Presenter, podcaster and entrepreneur James Kavanagh spoke to Jennifer Zamparelli on 2fm about his debilitating panic attacks and how after four years of healing and talking he’s finally on the other side. Listen again above.
The Dublin native first spoke about his struggle with panic attacks and anxiety, telling Jen that they started four years ago after he built an online following for his humorous Snapchat videos documenting his life and scared his partner, William.
With his career taking off, Kavanagh recalled waking up at 4 in the morning with a strange “fuzzy” feeling. “It was like I was immersed in a bath of sparkling water,” he said.
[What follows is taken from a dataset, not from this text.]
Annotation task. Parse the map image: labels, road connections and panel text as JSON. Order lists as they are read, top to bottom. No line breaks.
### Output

“It started out as this sizzling, fizzing feeling in my feet. It went up my legs and all of a sudden I felt really hot, and it just overwhelmed me. My heart started pumping out of his chest, and this was out of nothing.
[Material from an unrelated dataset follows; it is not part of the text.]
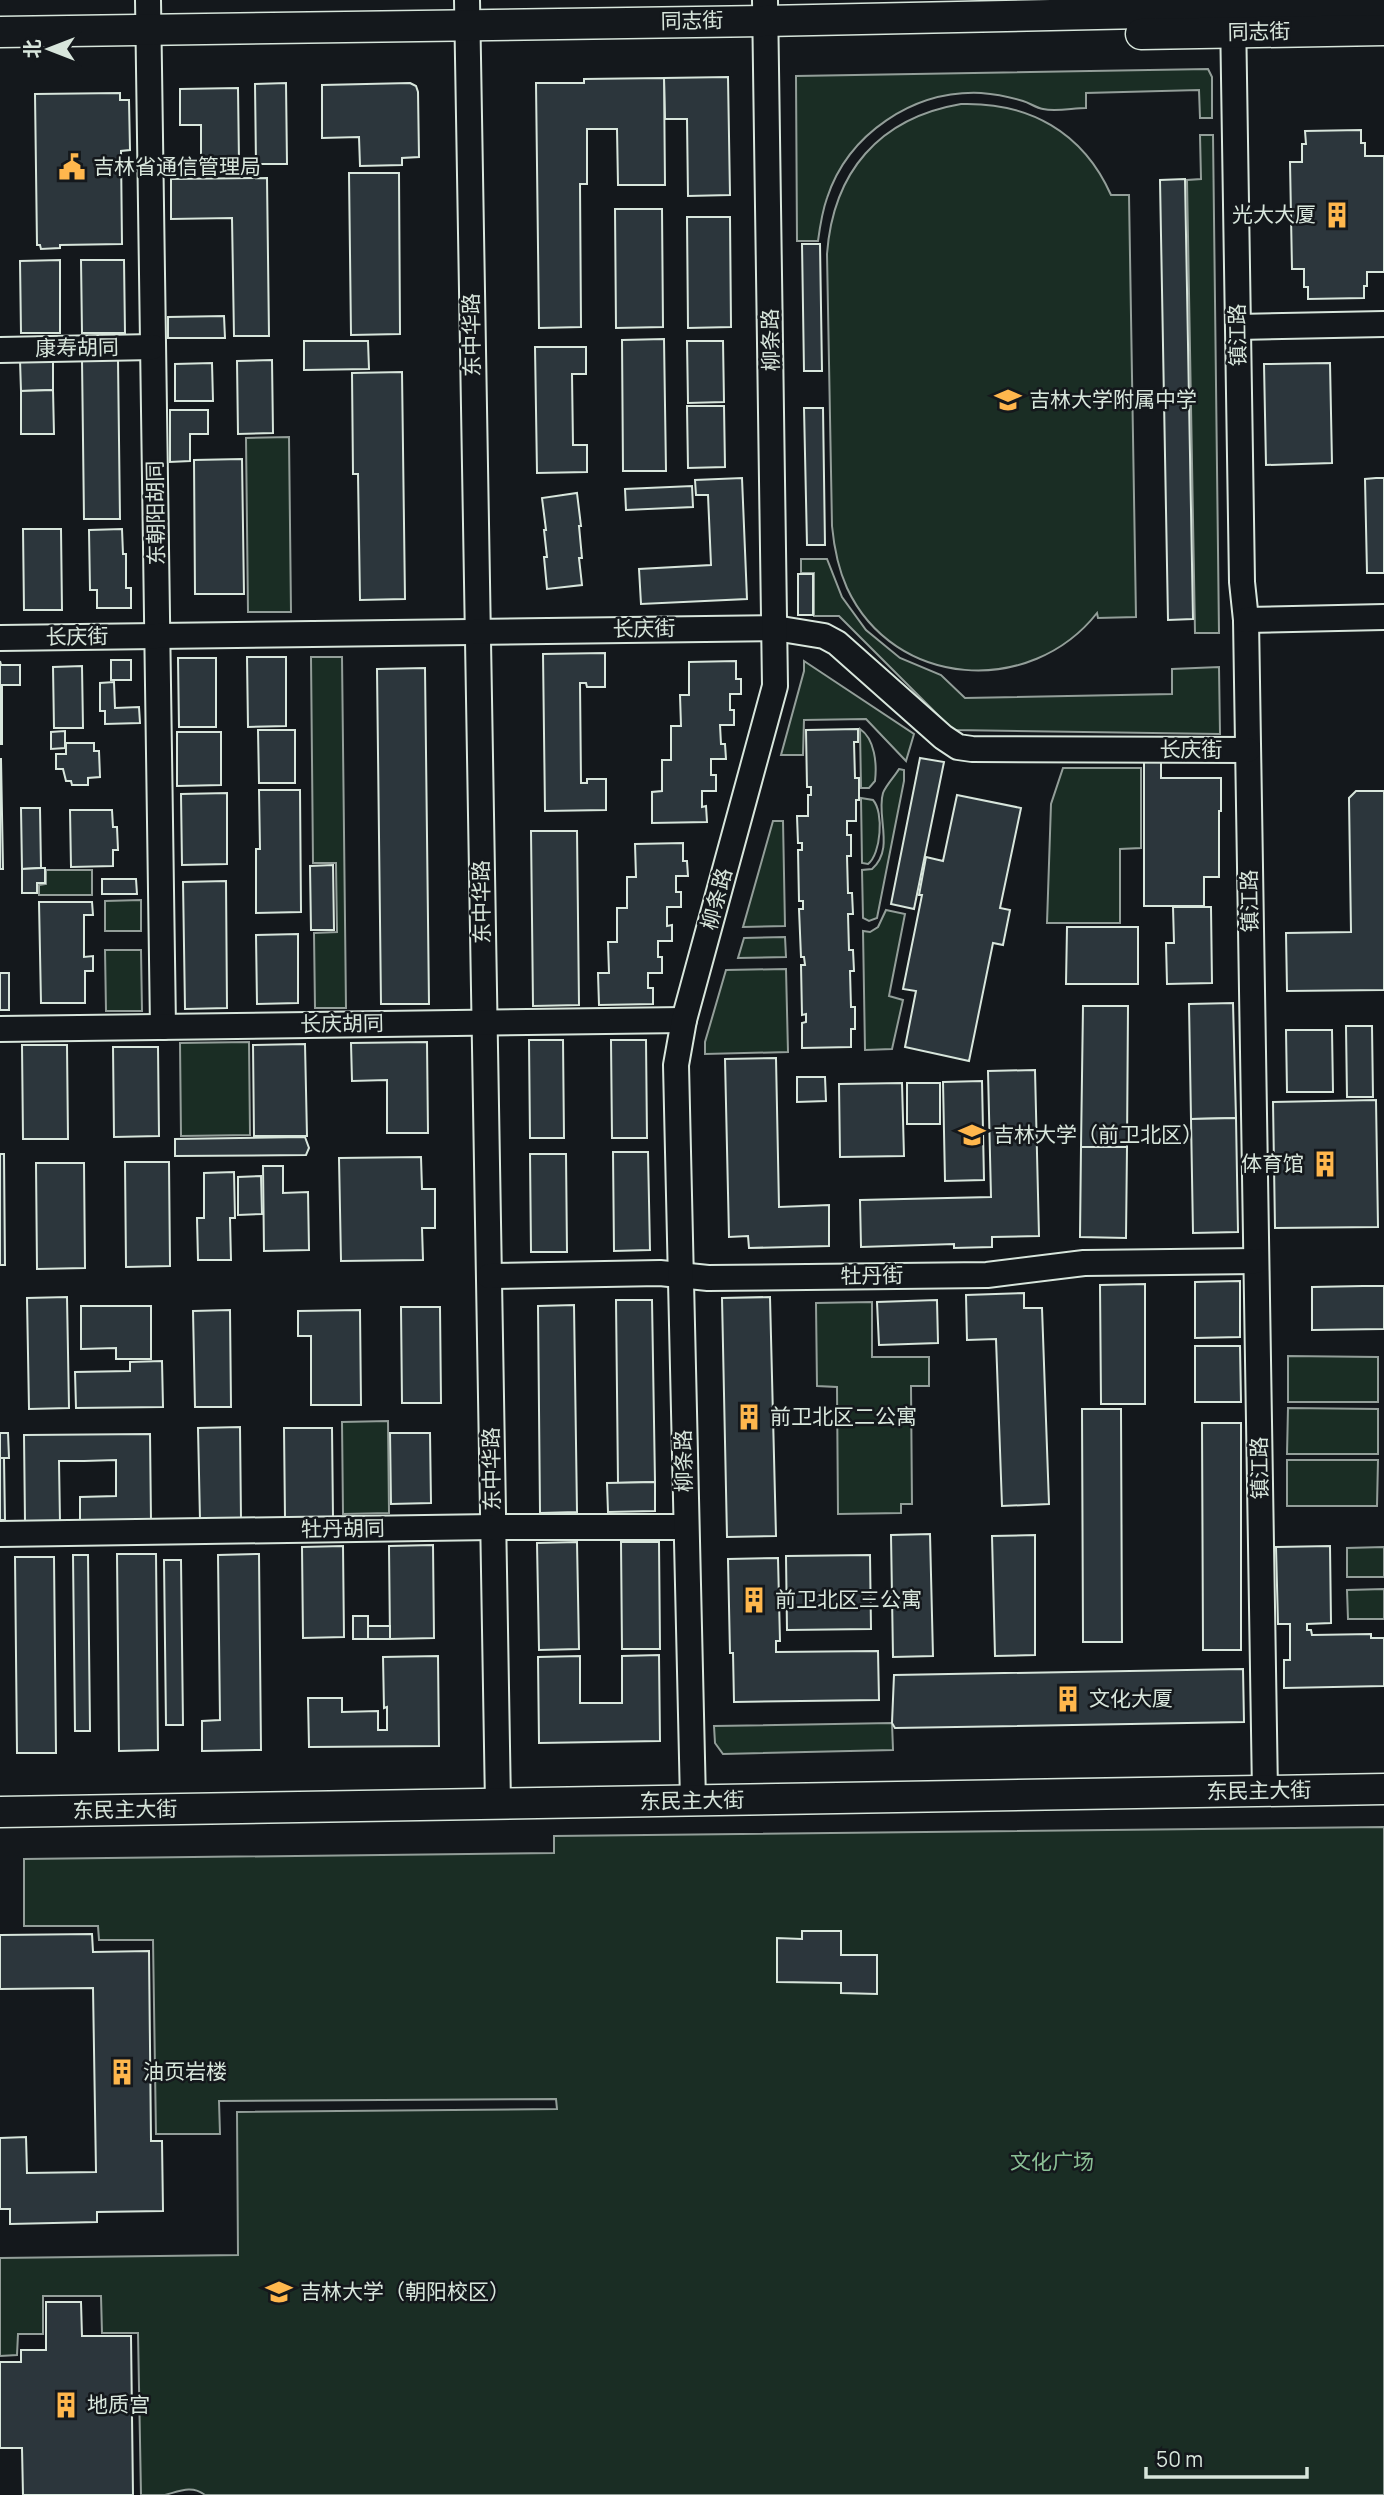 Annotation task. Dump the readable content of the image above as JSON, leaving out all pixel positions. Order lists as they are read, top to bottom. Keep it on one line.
{"streets":{"main road":["同志街","东民主大街"],"street":["东中华路","镇江路","柳条路","康寿胡同","东朝阳胡同","长庆街","长庆胡同","牡丹街","牡丹胡同"]},"crossings":[["同志街","东中华路"],["同志街","镇江路"],["同志街","柳条路"],["同志街","东朝阳胡同"],["东中华路","长庆街"],["东中华路","长庆胡同"],["东中华路","牡丹街"],["东中华路","牡丹胡同"],["东中华路","东民主大街"],["镇江路","长庆街"],["镇江路","牡丹街"],["镇江路","东民主大街"],["柳条路","长庆街"],["柳条路","长庆胡同"],["柳条路","牡丹街"],["柳条路","牡丹胡同"],["柳条路","东民主大街"],["康寿胡同","东朝阳胡同"],["东朝阳胡同","长庆街"],["东朝阳胡同","长庆胡同"]],"parks":["文化广场"],"places":{"public building":["吉林省通信管理局"],"building":["光大大厦","体育馆","前卫北区二公寓","前卫北区三公寓","文化大厦","油页岩楼","地质宫"],"school or university":["吉林大学附属中学","吉林大学（前卫北区）","吉林大学（朝阳校区）"]},"scale_bar":"50 m","north":"left"}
“I thought I was going to die, basically.”
The attack lasted 40 minutes, after which he was “exhausted”. “I’ve never had any mental health issues or any kind of history of panic attacks, so I had no idea what it was,” she added. She went to her doctor for a checkup, including a heart check, but the attacks kept coming more and more regularly, usually two or three a week.
“It got so bad that sometimes I think my body clock woke me up around ten to four and I’d check my phone. And I think I was even triggering the panic attack because I was like, ‘This is going to happen.'”
Kavanagh started talking to friends who suggested they might be panic attacks and started finding ways to help manage them, from breathing exercise videos on YouTube to lying down on the floor to “ground.”
“I used to do things like if I felt a panic attack coming, I’d go in the shower and imagine the water would wash it away. And I know this sounds weird, obviously it was a placebo, but if I imagined panic going down the shower drain , that helped me.”
He also had support from William as he had had his own mental struggles and guided Kavanagh through the attacks.
While every single person may experience panic attacks and anxiety a little differently, Kavanagh described what experiencing those attacks was like: just this feeling that life is about to end for you.”
He added that his attacks were “incredibly physical”, recalling that he was “shaking and there was steam coming out” of him during one attack.
His panic attacks turned into daytime anxiety, he added, which left him with dizziness-like symptoms. Kavanagh eventually found a GP who “recognized him for who he was” and put him on SSRIs (selective serotonin reuptake inhibitors), which he says he still takes and will stay for at least three years.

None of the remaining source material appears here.